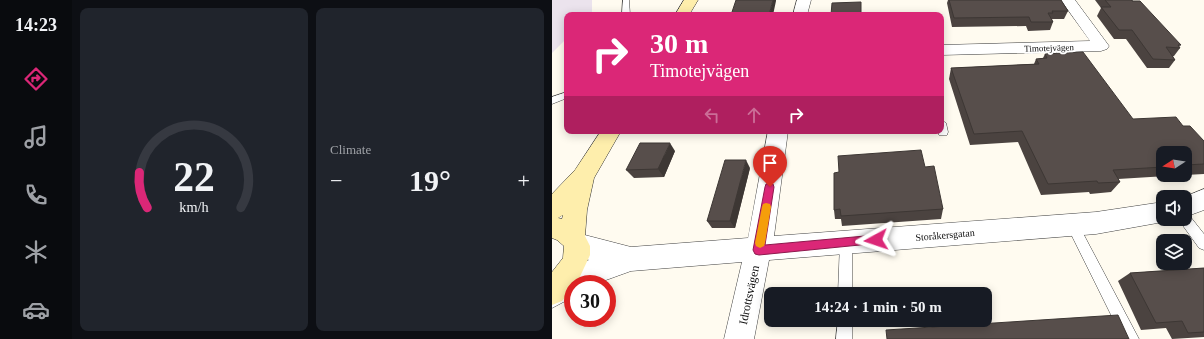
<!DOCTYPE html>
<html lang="en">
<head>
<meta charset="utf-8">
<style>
	body { margin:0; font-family:"Times New Roman",serif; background:#20242c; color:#f1f3f6; height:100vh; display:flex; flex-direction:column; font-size:15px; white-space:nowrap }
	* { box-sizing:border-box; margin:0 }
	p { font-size:13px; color:#9ea1a6 }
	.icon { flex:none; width:22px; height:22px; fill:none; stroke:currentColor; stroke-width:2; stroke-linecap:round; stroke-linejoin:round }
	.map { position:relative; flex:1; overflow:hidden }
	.sheet { display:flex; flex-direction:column; gap:8px; padding:8px; background:#0d0f14; width:480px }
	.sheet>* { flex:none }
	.top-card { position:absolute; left:12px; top:12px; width:380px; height:122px; border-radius:8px; box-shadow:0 2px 10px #0003; background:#db2777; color:#fff; overflow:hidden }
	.needle { width:26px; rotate:258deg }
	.buttons { position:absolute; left:604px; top:146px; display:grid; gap:8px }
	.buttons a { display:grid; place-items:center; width:36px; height:36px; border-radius:8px; background:#171b24; box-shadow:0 2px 10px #0003; font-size:20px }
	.speed { position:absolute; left:12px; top:275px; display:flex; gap:8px; font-size:20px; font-weight:700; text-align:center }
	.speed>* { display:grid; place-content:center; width:52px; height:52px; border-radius:50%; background:#171b24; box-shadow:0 2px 10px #0003; line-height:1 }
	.speed .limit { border:6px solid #d22; background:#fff; color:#111 }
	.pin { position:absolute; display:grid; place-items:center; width:34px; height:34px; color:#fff; margin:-41px -17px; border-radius:50% 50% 50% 0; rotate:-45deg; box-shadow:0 0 4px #0007 }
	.pin .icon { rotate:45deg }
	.me { position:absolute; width:44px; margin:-22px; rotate:265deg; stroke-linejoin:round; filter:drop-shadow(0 0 3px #0008) }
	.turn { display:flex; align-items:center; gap:14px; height:84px; padding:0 20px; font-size:18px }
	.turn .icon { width:52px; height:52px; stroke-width:2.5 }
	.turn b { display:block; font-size:28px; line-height:34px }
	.lanes { display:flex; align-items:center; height:38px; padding:0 20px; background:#0003; justify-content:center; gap:20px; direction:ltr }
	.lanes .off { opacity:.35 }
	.big { font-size:30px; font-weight:800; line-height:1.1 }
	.sheet .widget { flex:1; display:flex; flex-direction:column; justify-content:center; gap:6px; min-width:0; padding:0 14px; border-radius:8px; background:#20242c }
	.sheet .dial { align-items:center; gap:0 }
	.dial svg { height:104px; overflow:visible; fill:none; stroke:#363941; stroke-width:7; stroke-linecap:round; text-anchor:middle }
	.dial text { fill:#f1f3f6; stroke:none }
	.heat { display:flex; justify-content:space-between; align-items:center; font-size:22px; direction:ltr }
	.sheet .tiles { flex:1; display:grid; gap:8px; grid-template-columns:repeat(2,1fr) }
	.trip { position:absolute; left:212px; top:287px; width:228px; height:40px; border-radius:8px; background:#171b24; box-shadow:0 2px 10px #0003; font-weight:800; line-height:40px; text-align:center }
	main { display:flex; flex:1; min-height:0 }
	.tabs { display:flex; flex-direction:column; width:72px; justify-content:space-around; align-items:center; background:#090b0e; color:#9ea1a6 }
	.tabs .icon { width:28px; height:28px }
	.tabs .selected { color:#db2777 }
	.tabs b { font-size:18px; color:#f1f3f6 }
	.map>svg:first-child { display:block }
	.industrial { fill:#ebe3ed }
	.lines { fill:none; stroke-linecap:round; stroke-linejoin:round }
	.service-casing { stroke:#414141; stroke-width:1 }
	.minor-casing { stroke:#414141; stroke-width:1 }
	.secondary-casing { stroke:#303030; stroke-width:1 }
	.service { fill:#fff; fill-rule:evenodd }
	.minor { fill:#fff; fill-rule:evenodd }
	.secondary { fill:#feeeac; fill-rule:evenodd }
	.wall { fill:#4b4340 }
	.shaded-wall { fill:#3d3734 }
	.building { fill:#574e4b; stroke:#3d3734 }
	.route { fill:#db2777; stroke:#8e194d }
	.slow { fill:#f59e0b }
	.labels { text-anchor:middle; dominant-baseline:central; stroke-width:4; stroke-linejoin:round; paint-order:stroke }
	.far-street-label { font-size:9px; fill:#0e0e0e; stroke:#fff }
	.street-label { font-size:10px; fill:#0e0e0e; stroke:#fff }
	.near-street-label { font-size:12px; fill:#0e0e0e; stroke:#fff }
</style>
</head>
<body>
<main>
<nav class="tabs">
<b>14:23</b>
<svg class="icon selected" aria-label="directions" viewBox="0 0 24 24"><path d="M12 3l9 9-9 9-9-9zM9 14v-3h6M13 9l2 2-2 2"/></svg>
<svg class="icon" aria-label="music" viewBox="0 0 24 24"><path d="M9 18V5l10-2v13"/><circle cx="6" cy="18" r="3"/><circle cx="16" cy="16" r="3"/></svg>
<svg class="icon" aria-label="phone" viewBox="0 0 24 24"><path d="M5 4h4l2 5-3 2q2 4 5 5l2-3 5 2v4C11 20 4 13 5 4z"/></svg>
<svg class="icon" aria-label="climate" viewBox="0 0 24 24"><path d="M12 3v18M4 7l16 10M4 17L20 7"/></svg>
<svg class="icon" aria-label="car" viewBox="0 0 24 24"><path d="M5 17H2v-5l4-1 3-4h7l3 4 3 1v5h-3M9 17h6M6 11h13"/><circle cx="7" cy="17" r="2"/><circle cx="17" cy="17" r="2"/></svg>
</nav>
<section class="sheet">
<div class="tiles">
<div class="widget dial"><svg viewBox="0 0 100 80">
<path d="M14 69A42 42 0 1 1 86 69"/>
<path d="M14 69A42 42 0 0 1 8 42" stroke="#db2777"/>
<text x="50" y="56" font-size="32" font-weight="700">22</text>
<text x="50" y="72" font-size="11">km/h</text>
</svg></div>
<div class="widget"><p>Climate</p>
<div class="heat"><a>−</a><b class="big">19°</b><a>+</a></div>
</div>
</div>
</section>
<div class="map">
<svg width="652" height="339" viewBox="0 0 652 339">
	<rect width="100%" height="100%" fill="#fffbf0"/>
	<path class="industrial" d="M 0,0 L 40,0 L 40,12 L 36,15 L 15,15 L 15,38 L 0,53 Z"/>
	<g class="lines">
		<defs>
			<path id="service" d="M 71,0 L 77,0 L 78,15 L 70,15 Z
				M 15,92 L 15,98 L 0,104 L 0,97 Z
				M 389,120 L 394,123 L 396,132 L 395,135 L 387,135 L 386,131 L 389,131 Z
				M 633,214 L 637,215 L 652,234 L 652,250 L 647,248 L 629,223 L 627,219 L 633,219 Z
				M 520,219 L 524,220 L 587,339 L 571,339 L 514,224 L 516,220 Z
				M 294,237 L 299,239 L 300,243 L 300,294 L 286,294 L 288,243 L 289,239 Z
				M 286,320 L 300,320 L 300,339 L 284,339 Z"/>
			<path id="minor" d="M 245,0 L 259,0 L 255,15 L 241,15 Z
				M 509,0 L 523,0 L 557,46 L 555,49 L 549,51 L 389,55 L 389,45 L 538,41 Z
				M 216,131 L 236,131 L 222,236 L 544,212 L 611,202 L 611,219 L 620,219 L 611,222 L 544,234 L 217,260 L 202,339 L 172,339 L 190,262 L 79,271 L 43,284 L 21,284 L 21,297 L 0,308 L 0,279 L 24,265 L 37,260 L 16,253 L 12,245 L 16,237 L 25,233 L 79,247 L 196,238 Z
				M 652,189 L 652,210 L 633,217 L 633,197 L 632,197 Z"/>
			<path id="secondary" d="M 132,0 L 146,0 L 137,15 L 123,15 Z
				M 49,131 L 69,131 L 42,178 L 35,210 L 33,236 L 38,246 L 38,255 L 25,283 L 21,284 L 21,289 L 10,301 L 0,305 L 0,272 L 11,258 L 12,246 L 5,240 L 0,238 L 0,194 L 23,170 ZM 11,215 L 10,219 L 6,218 Z"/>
		</defs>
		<use href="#service" class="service-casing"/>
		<use href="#minor" class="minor-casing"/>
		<use href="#secondary" class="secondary-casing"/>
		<use href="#service" class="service"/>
		<use href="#minor" class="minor"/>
		<use href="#secondary" class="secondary"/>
	</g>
	<path class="wall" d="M 396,0 L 509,0 L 516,11 L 512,19 L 500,19 L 501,22 L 498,30 L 476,31 L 474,26 L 400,27 L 395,3 Z
		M 543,0 L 580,0 L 629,45 L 627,46 L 628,48 L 622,56 L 621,56 L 623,60 L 617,68 L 595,68 L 574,39 L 562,39 L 545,16 L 549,8 Z
		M 493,54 L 581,119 L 631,126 L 652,141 L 652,174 L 633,175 L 633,153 L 611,153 L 611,175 L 631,175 L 566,179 L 568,182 L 559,192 L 538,194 L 537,192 L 489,195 L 466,142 L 418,145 L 397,79 L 399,68 L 482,64 L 484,59 L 491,58 Z
		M 123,151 L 112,177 L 82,178 L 74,170 Z
		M 373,167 L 391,209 L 389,219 L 290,226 L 289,219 L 283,219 L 282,210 Z
		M 198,168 L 183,228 L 160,228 L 155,221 Z
		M 652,268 L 652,337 L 620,339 L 614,328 L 589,330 L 566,281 L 578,273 Z"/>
	<path class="shaded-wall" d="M 221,0 L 224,0 L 224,1 L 221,15 L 217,15 Z
		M 118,143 L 123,151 L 112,177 L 106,169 Z
		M 194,160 L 198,168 L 183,228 L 178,221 Z"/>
	<path class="building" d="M 184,0 L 221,0 L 217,15 L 179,15 Z
		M 397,0 L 509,0 L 516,11 L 500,11 L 501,13 L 496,13 L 501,22 L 479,22 L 477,17 L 402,18 Z
		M 553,0 L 580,0 L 580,1 L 588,1 L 629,45 L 626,45 L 628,48 L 614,47 L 623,60 L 601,59 L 580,30 L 567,30 L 549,7 L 559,7 Z
		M 309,2 L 309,15 L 279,15 L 280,3 Z
		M 531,52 L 581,119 L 624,117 L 631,126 L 638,126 L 652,141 L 652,164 L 633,165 L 633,153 L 611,153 L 611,167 L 561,170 L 568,182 L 546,183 L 545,181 L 496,184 L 470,131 L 422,134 L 399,68 L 487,64 L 484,59 L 495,58 L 493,54 Z
		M 88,143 L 118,143 L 106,169 L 74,170 Z
		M 369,150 L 373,167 L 382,166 L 391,209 L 289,216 L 288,209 L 282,210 L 282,173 L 287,172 L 286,156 Z
		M 173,160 L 194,160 L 178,221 L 155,221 Z
		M 652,268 L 652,332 L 636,333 L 630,321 L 604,323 L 578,273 Z
		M 566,315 L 577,339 L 335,339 L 334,330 Z"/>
	<path class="route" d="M 218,183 L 221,184 L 222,187 L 213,245 L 324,235 L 328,237 L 330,240 L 328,243 L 207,255 L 203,254 L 201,250 L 213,187 L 214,184 Z"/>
	<path class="slow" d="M 214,203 L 218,204 L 219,207 L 213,243 L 212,246 L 208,248 L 204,246 L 203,243 L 210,207 L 211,204 Z"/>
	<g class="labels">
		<g class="far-street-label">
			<text transform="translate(497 48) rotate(-2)">Timotejvägen</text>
		</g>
		<g class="street-label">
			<text transform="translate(393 235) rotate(-5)">Storåkersgatan</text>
		</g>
		<g class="near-street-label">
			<text transform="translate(197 295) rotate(-78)">Idrottsvägen</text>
		</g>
	</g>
</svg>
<div class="buttons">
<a><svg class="needle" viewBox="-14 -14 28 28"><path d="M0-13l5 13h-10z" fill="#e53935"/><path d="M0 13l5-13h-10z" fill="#9ea1a6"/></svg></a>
<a><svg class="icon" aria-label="sound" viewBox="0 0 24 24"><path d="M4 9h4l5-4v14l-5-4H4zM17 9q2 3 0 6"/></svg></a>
<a><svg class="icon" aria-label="layers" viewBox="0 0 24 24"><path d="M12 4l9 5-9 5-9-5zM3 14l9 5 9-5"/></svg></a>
</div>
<div class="speed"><div class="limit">30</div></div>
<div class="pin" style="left:218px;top:187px;background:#d93025"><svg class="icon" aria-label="arrive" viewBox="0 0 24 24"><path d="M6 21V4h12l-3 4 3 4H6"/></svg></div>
<svg class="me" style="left:324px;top:240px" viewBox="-20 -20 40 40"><path d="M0-17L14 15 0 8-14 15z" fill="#db2777" stroke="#fff" stroke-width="4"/></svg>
<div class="trip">14:24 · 1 min · 50 m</div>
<div class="top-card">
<div class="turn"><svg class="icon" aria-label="right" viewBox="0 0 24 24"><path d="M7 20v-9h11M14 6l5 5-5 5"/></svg><div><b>30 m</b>Timotejvägen</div></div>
<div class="lanes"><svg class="icon off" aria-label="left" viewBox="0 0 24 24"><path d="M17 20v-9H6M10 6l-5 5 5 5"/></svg><svg class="icon off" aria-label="ahead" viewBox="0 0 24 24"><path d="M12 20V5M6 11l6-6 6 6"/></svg><svg class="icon" aria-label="right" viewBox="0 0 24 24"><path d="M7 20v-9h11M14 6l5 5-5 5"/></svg></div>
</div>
</div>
</main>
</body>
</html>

- _AIM OF THE TASK_:
For each line of the listing that holds the word "place", show that line.

- _WRITTEN SOLUTION_:
	.buttons a { display:grid; place-items:center; width:36px; height:36px; border-radius:8px; background:#171b24; box-shadow:0 2px 10px #0003; font-size:20px }
	.speed>* { display:grid; place-content:center; width:52px; height:52px; border-radius:50%; background:#171b24; box-shadow:0 2px 10px #0003; line-height:1 }
	.pin { position:absolute; display:grid; place-items:center; width:34px; height:34px; color:#fff; margin:-41px -17px; border-radius:50% 50% 50% 0; rotate:-45deg; box-shadow:0 0 4px #0007 }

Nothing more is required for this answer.